I want to try and compare the performance to my commercial apps, but Ive got a problem extracting the correct input hash for hashcats truecrypt boot mode. What is exactly necessary? I read "first 512 bytes of HD" or "severel MB of the HD" ... In the the fst sector I see nothing else than the (plain text) bootloader. Do you mean the first 512 bytes of the encrypted system partition? I can't imagine because as I know only the truecrypt header is encrypted with the users passwords; the partition is encrypted with the master key, which resides in the encrypted head, which resides not within the partition ... d'oh.
so... I would much appreciate if you could explain where to extract the hash
09-19-2013, 03:56 PM (This post was last modified: 09-19-2013, 04:27 PM by Rolf.)
Howdy.
You need to feed the last 512 bytes (sector) of the first logical drive track to oclhc.
You can use any hex editor you want for this purpose.
I've used WinHEX and WinXP under a VM to verify everything works.
WinHEX is good because it can provide you with additional information, which eases the dumping process.
The virtual disk had 63 sectors per track, so I dumped the last one and fed it to oclhc, password was found.
I've provided the dumps, everything should be obvious once you load em into a hex editor.

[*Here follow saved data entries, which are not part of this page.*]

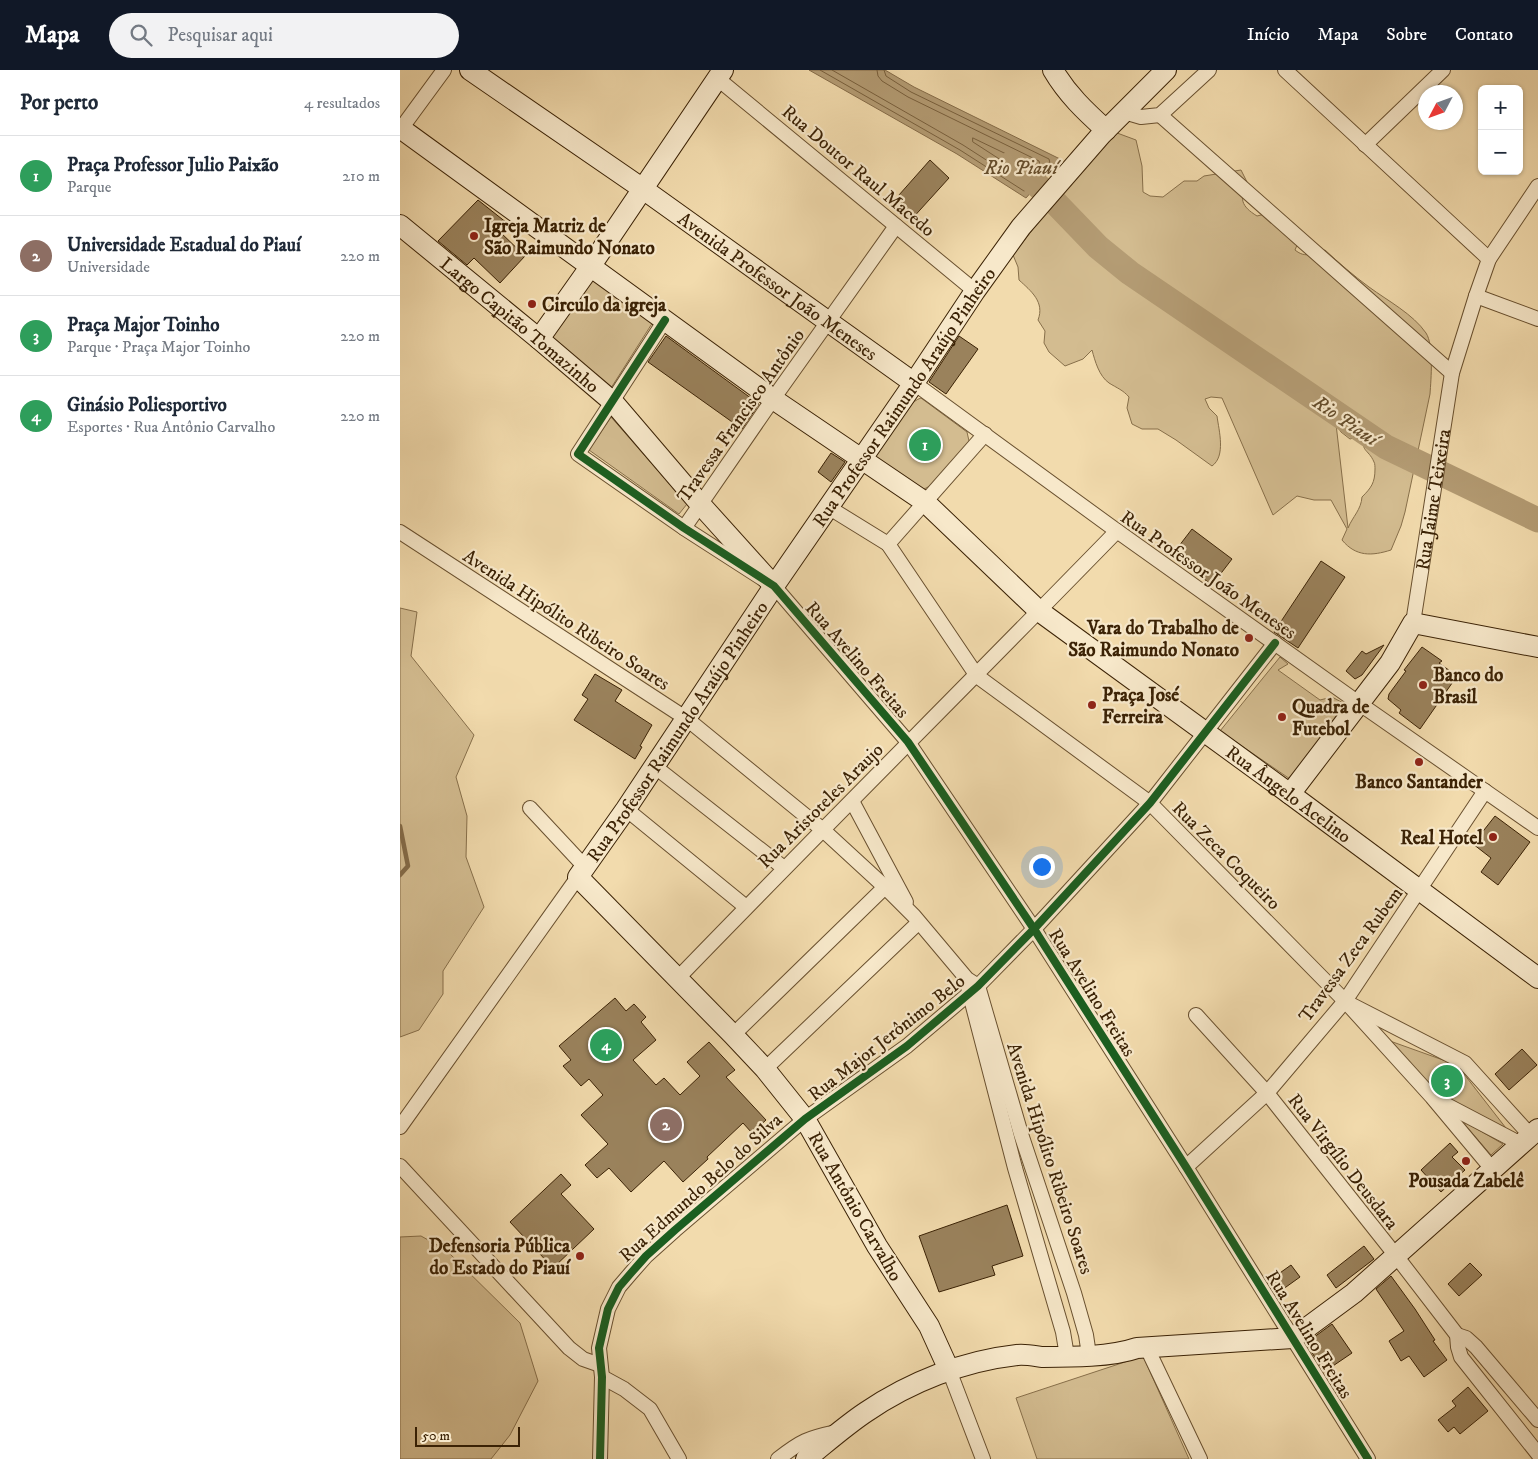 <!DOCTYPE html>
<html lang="pt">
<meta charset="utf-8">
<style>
body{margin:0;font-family:"IM FELL DW Pica",serif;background:#f2f2f3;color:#1f2937}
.controls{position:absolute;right:15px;top:15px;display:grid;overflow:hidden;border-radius:8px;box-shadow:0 1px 4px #0004}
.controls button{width:45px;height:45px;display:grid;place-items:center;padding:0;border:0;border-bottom:1px solid #e0e1e3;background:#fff;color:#1f2937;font:25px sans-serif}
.compass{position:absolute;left:1018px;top:15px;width:45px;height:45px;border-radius:50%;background:#fff;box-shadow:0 1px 4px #0004;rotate:229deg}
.scale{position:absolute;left:15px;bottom:12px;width:105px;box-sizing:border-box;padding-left:5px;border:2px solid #3b2205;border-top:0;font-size:14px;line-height:18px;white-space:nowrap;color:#3b2205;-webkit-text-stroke:4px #f7e8ca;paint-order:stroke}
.you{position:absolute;left:641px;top:796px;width:18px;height:18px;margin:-12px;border:4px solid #fff;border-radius:50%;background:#1a73e8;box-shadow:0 0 0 8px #1a73e833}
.badge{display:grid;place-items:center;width:32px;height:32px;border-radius:50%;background:#111827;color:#fff;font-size:16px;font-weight:700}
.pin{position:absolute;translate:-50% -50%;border:2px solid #fff;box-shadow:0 1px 5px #0006}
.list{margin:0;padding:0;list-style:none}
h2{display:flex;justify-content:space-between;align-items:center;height:65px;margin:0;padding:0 20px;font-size:21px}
h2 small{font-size:16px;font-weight:400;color:#747a83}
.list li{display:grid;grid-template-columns:32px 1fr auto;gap:15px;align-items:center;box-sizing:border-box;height:80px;padding:0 20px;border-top:1px solid #e0e1e3}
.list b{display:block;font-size:19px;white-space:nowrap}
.list p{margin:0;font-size:16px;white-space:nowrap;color:#747a83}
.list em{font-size:16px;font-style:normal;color:#747a83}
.icon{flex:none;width:28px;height:28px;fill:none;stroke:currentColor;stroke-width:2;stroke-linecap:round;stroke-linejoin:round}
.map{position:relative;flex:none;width:1138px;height:1389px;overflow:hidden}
header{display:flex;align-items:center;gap:30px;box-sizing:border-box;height:70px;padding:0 25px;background:#111827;color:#fff}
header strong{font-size:24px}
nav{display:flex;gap:28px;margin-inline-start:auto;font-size:18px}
.search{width:350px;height:45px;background:#f2f2f3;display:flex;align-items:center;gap:12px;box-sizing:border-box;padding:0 18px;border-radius:28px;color:#747a83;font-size:19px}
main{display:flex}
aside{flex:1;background:#fff}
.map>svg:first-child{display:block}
.green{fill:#d3bc90;stroke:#876f4a;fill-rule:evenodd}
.water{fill:#b49c74;stroke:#846b48}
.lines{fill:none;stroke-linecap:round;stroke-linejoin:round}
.shore{stroke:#785f3c;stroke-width:1}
.stream{stroke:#846b48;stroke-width:4.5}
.river{stroke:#b49c74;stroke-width:25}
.building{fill:#9a825c;stroke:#3b2205}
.street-casing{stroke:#69502f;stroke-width:16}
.secondary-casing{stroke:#3b2205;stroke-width:22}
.street{stroke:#f7e8ca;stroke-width:14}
.secondary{stroke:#f7e8ca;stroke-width:20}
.cycleway-casing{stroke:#f7e8ca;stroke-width:11}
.cycleway{stroke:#1b5e20;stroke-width:8}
.poi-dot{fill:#8f2418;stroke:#f7e8ca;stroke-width:2}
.labels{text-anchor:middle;stroke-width:4.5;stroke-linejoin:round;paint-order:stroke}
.street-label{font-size:19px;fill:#3b2205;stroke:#f7e8ca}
.poi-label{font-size:19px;font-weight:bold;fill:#3b2205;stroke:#f7e8ca;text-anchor:start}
.water-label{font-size:20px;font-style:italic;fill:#654d2c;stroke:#f7e8ca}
</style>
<header>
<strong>Mapa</strong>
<div class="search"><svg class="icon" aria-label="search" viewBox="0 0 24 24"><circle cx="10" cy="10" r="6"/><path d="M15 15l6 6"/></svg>Pesquisar aqui</div>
<nav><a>Início</a><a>Mapa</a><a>Sobre</a><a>Contato</a></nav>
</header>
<main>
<aside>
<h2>Por perto<small>4 resultados</small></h2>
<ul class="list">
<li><span class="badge" style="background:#2e9e5b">1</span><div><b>Praça Professor Julio Paixão</b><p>Parque</p></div><em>210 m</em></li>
<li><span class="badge" style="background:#8d6e63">2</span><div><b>Universidade Estadual do Piauí</b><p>Universidade</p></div><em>220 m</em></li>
<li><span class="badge" style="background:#2e9e5b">3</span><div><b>Praça Major Toinho</b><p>Parque · Praça Major Toinho</p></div><em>220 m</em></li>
<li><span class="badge" style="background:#2e9e5b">4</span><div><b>Ginásio Poliesportivo</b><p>Esportes · Rua Antônio Carvalho</p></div><em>220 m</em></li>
</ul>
</aside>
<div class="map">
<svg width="1138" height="1389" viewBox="0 0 1138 1389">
<rect width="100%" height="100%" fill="#f2dbad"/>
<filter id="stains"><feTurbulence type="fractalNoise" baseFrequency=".004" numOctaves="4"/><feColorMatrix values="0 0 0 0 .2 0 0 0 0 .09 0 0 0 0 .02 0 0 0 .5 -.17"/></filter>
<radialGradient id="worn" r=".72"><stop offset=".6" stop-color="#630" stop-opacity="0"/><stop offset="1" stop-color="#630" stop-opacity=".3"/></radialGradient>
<g class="green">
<path d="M709 60 736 70 742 96 743 122 750 126 763 127 784 111H797L804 106 841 100 847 112C839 129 841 136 857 146L865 144 884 155 893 154 902 163 895 180C906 189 913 183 925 180 939 193 954 206 969 217 988 231 1013 244 1026 263 1034 275 1031 309 1030 324L1005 442 1001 456 991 480C972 486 956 487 942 470L947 459 931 430H914L897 426 873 445 822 328 811 327 805 329 809 338 817 346C819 361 826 386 812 396L776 370 758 359H742L732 354 727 338 729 327C723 320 717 318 709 313 699 306 695 291 692 280L683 289 665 296 649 282 644 273 645 261 638 250C645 232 631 221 619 210L618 197 613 185ZM936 354 941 362 950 369 966 364C959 382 968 378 974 392 975 393 975 398 975 399 975 413 971 418 962 427 961 440 953 446 948 458Z"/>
<polygon points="193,209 253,252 211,318 151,268"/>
<path d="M521 328 567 362 569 371 566 377 530 416 522 420 476 389V386C486 371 504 333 521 328Z"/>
<polygon points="211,347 287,434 279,444 189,380"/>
<polygon points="0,538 17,542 11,586 74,665 56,707 67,746 66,787 84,837 43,901 43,924 19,960 0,967"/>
<polygon points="880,587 888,594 878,600 920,630 932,627 945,634 890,709 820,661"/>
<polygon points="990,971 1057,995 1109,1062 1038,1027"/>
<polygon points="1060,1049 1103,1074 1091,1085"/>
<polygon points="21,1166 46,1180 120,1253 138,1311 110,1365 91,1389 0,1389 0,1167"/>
<polygon points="743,1286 789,1389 637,1389 616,1328"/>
</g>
<polygon class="water" points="409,0 485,0 514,17 660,89 626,128 557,84"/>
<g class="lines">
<g class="shore">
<polyline points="420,0 560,80 624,121 626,120 650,93 649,89 511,22 486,6 484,0"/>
<polyline points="432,0 563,75 622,113 625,112 640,95 639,91 508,27 482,11 478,6 477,0"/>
<polygon points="573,68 627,94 628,97 623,103 621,103 573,72"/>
</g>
<polyline class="stream" points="0,756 8,796 0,805"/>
<polyline class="river" points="612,93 645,122 698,177 730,203 986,377 1138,450"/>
</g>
<g class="building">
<polygon points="530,90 549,108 510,151 491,134"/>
<polygon points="78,130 107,153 99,161 125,186 100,213 74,188 67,195 38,171"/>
<polygon points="266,266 359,334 342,359 248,292"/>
<polygon points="559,266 578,279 546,324 529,312"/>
<polygon points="431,383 445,392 431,412 418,402"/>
<polygon points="792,459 832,489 812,515 772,485"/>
<polygon points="921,491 945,507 898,578 874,562"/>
<polygon points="984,575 962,605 955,609 946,601 962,581 966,584"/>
<polygon points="1022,577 1042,591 1039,593 1057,606 1020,659 999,643 1001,640 988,629 989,624 1006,601 1004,600"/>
<polygon points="195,604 222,620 215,631 252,655 240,676 242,677 235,689 174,650 188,629 182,625"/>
<polygon points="1095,746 1130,772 1098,815 1081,802 1091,788 1073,774"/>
<polygon points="215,928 226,941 234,934 246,947 241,952 256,970 233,990 256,1015 264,1008 280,1025 300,1006 287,992 309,972 335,1000 326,1007 366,1050 352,1063 343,1053 307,1087 308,1089 283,1112 264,1091 231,1122 209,1098 197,1108 185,1095 208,1074 181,1045 203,1025 189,1009 181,1016 163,996 171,990 159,976"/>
<polygon points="1122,979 1137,995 1109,1020 1095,1004"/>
<polygon points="1050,1073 1058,1082 1052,1087 1065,1100 1041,1122 1021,1100"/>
<polygon points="161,1104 171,1115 161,1124 194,1159 153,1198 110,1152"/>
<polygon points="607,1135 623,1186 592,1196 595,1205 539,1222 519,1166"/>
<polygon points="964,1176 974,1189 936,1218 927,1205"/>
<polygon points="1070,1193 1082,1205 1059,1226 1048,1214"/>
<polygon points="891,1195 900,1207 879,1222 870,1210"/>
<polygon points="991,1206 1015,1239 1035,1270 1033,1271 1047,1290 1024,1307 1009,1286 1001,1291 989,1271 1004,1261 976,1219"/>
<polygon points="932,1254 952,1283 924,1302 906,1273"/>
<polygon points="1068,1317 1088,1341 1060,1364 1054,1357 1048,1362 1038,1350 1056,1336 1052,1331"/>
</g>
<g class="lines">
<g class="street-casing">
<g id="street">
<polyline points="885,0 1089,189"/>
<polyline points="318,9 575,221"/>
<polyline points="724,42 741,47 760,45 809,0"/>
<polyline points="760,45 1052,303"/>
<polyline points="0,60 44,0"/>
<polyline points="965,75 1043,0"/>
<polyline points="1076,226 1138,249"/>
<polyline points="265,250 178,384 284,458 374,516 508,672 634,859 786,1097 968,1389"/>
<polyline points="514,313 717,461 960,634 1138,758"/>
<polyline points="428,437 488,474 577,606 750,733 945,931 1032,1027 1093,1100"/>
<polyline points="284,458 373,329 496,156"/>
<polyline points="0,462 287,649 423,760 485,817 514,846 567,909 578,916 621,1064 674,1223 686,1265 689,1285"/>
<polyline points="488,474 585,364"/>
<path id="s1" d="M1013 553 1052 303 1076 226 1089 189 1138 116"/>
<polyline points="254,696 384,798"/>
<polyline points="452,731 506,832"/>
<polyline points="130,738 185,797"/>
<polyline points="226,739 346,837"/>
<path d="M278 908C423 758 571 611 717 461"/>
<polyline points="568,917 615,1098 663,1262 667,1286"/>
<polyline points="950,934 1065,993 1131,1066"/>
<polyline points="796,945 867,1023 997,1187 1057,1265 1058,1277 1061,1287 1138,1384"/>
<polyline points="333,965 485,817"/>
<polyline points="365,999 518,853"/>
<polyline points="1039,1031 1121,1074"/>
<polyline points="0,1057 178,807"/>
<polyline points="0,1096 169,1278 183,1289 200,1295"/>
<polyline points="786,1097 867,1023 945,931 1085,721"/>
<polyline points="1057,1265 1066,1268 1076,1277 1138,1350"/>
<polyline points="747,1278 800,1389"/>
<polyline points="549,1300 583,1389"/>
<polyline points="202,1307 224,1319 250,1339 279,1389"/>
<polyline points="200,1389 202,1307 199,1278 208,1239 219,1217 231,1203 246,1186 275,1160 405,1049 507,976 578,916 634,859 750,733 875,573"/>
<path d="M378 1389C401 1371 408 1368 436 1362"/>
</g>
</g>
<g class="secondary-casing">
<g id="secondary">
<path id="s2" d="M70 0 243 119 514 313"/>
<path d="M653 0C667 24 685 41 706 60"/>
<path id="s3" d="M0 58 373 329 525 432 639 541 890 724 1138 908"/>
<path id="s4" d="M0 155 139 269 213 332 301 435 374 516"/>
<polyline points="139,269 190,197 323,0"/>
<polyline points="890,724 990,593 1013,553 1138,577"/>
<path id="s5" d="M549 1300 529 1256 477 1176 405 1049 365 999 333 965 178 807 226 739 374 516 514 313 575 221 621 157 701 65 766 0"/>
<path d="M406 1389C426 1373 445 1356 466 1342 510 1312 563 1291 617 1285 625 1284 635 1286 643 1287 671 1287 711 1287 737 1278L893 1268 954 1223 1138 1059"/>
</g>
</g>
<use href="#street" class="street"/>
<use href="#secondary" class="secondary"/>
<g class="cycleway-casing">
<g id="cycleway">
<polyline points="265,250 178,384 284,458 374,516 508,672 634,859 786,1097 968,1389"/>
<polyline points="200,1389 202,1307 199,1278 208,1239 219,1217 231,1203 246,1186 275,1160 405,1049 507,976 578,916 634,859 750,733 875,573"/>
</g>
</g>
<use href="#cycleway" class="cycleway"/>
</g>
<g class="poi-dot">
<circle cx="74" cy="166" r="5"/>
<circle cx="132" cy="234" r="5"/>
<circle cx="849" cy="568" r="5"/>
<circle cx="1023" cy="615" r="5"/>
<circle cx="692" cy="635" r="5"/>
<circle cx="882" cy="647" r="5"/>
<circle cx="1019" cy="692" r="5"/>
<circle cx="1093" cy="767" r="5"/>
<circle cx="1066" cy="1091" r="5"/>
<circle cx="180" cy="1186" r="5"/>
</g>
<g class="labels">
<g class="street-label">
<text transform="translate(459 100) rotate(40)" y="7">Rua Doutor Raul Macedo</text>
<text dy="7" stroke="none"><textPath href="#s2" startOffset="376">Avenida Professor João Meneses</textPath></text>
<text dy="7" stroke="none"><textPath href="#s4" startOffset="156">Largo Capitão Tomazinho</textPath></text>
<text dy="7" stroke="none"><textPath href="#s5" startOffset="1202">Rua Professor Raimundo Araújo Pinheiro</textPath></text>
<text transform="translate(340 345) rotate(-55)" y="7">Travessa Francisco Antônio</text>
<text dy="7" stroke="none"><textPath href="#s1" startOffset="125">Rua Jaime Teixeira</textPath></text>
<text transform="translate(809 504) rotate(35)" y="7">Rua Professor João Meneses</text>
<text transform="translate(167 549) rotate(33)" y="7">Avenida Hipólito Ribeiro Soares</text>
<text transform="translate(458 589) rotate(49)" y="7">Rua Avelino Freitas</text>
<text dy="7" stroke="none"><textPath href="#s5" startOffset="798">Rua Professor Raimundo Araújo Pinheiro</textPath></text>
<text dy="7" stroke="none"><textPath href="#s3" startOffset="1112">Rua Ângelo Acelino</textPath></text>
<text transform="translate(420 735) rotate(-45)" y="7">Rua Aristoteles Araujo</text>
<text transform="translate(827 785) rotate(45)" y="7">Rua Zeca Coqueiro</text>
<text transform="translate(950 884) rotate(-54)" y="7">Travessa Zeca Rubem</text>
<text transform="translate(693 922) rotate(58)" y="7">Rua Avelino Freitas</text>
<text transform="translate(486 967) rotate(-38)" y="7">Rua Major Jerônimo Belo</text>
<text transform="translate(651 1088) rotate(72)" y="7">Avenida Hipólito Ribeiro Soares</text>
<text transform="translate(944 1091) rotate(52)" y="7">Rua Virgílio Deusdara</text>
<text transform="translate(300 1117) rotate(-42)" y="7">Rua Edmundo Belo do Silva</text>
<text transform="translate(456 1136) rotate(60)" y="7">Rua Antônio Carvalho</text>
<text transform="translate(910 1264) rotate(58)" y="7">Rua Avelino Freitas</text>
</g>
<g class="poi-label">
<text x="84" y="162">Igreja Matriz de<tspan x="84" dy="22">São Raimundo Nonato</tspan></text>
<text x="142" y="241">Circulo da igreja</text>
<text x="839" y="564" text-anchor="end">Vara do Trabalho de<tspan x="839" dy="22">São Raimundo Nonato</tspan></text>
<text x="1033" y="611">Banco do<tspan x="1033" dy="22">Brasil</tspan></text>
<text x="702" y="631">Praça José<tspan x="702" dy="22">Ferreira</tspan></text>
<text x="892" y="643">Quadra de<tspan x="892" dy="22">Futebol</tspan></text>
<text x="1019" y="718" text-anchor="middle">Banco Santander</text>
<text x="1083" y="774" text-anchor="end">Real Hotel</text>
<text x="1066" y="1117" text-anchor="middle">Pousada Zabelê</text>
<text x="170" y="1182" text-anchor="end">Defensoria Pública<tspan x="170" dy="22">do Estado do Piauí</tspan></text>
</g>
<g class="water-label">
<text x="621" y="104">Rio Piauí</text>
<text transform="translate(946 350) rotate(34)" y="7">Rio Piauí</text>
</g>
</g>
<rect width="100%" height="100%" filter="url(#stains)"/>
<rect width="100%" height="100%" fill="url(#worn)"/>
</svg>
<div class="controls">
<button>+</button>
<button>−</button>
</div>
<svg class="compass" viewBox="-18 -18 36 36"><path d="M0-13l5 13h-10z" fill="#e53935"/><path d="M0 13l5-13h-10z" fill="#747a83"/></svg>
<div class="scale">50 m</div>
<div class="you"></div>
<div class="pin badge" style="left:525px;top:375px;background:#2e9e5b">1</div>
<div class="pin badge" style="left:266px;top:1055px;background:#8d6e63">2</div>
<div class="pin badge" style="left:1047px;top:1011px;background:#2e9e5b">3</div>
<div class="pin badge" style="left:206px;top:975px;background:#2e9e5b">4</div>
</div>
</main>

The password is 'biscotte'
Last thing: I am not a storage media expert, so I might have made a mistake somewhere.
Hi, I have a similar problem and some more questions.
The first problem I come across is how to get the hash from the truecrypt device. I tried WinHex but I don't know which part exactly I need to use, also I am unsure of which method I used for creating (Ripe or sha). Even with your iso example (neither the iso nor a txt file with text from iso) I dont get a proper input for hashcat, so what did you do?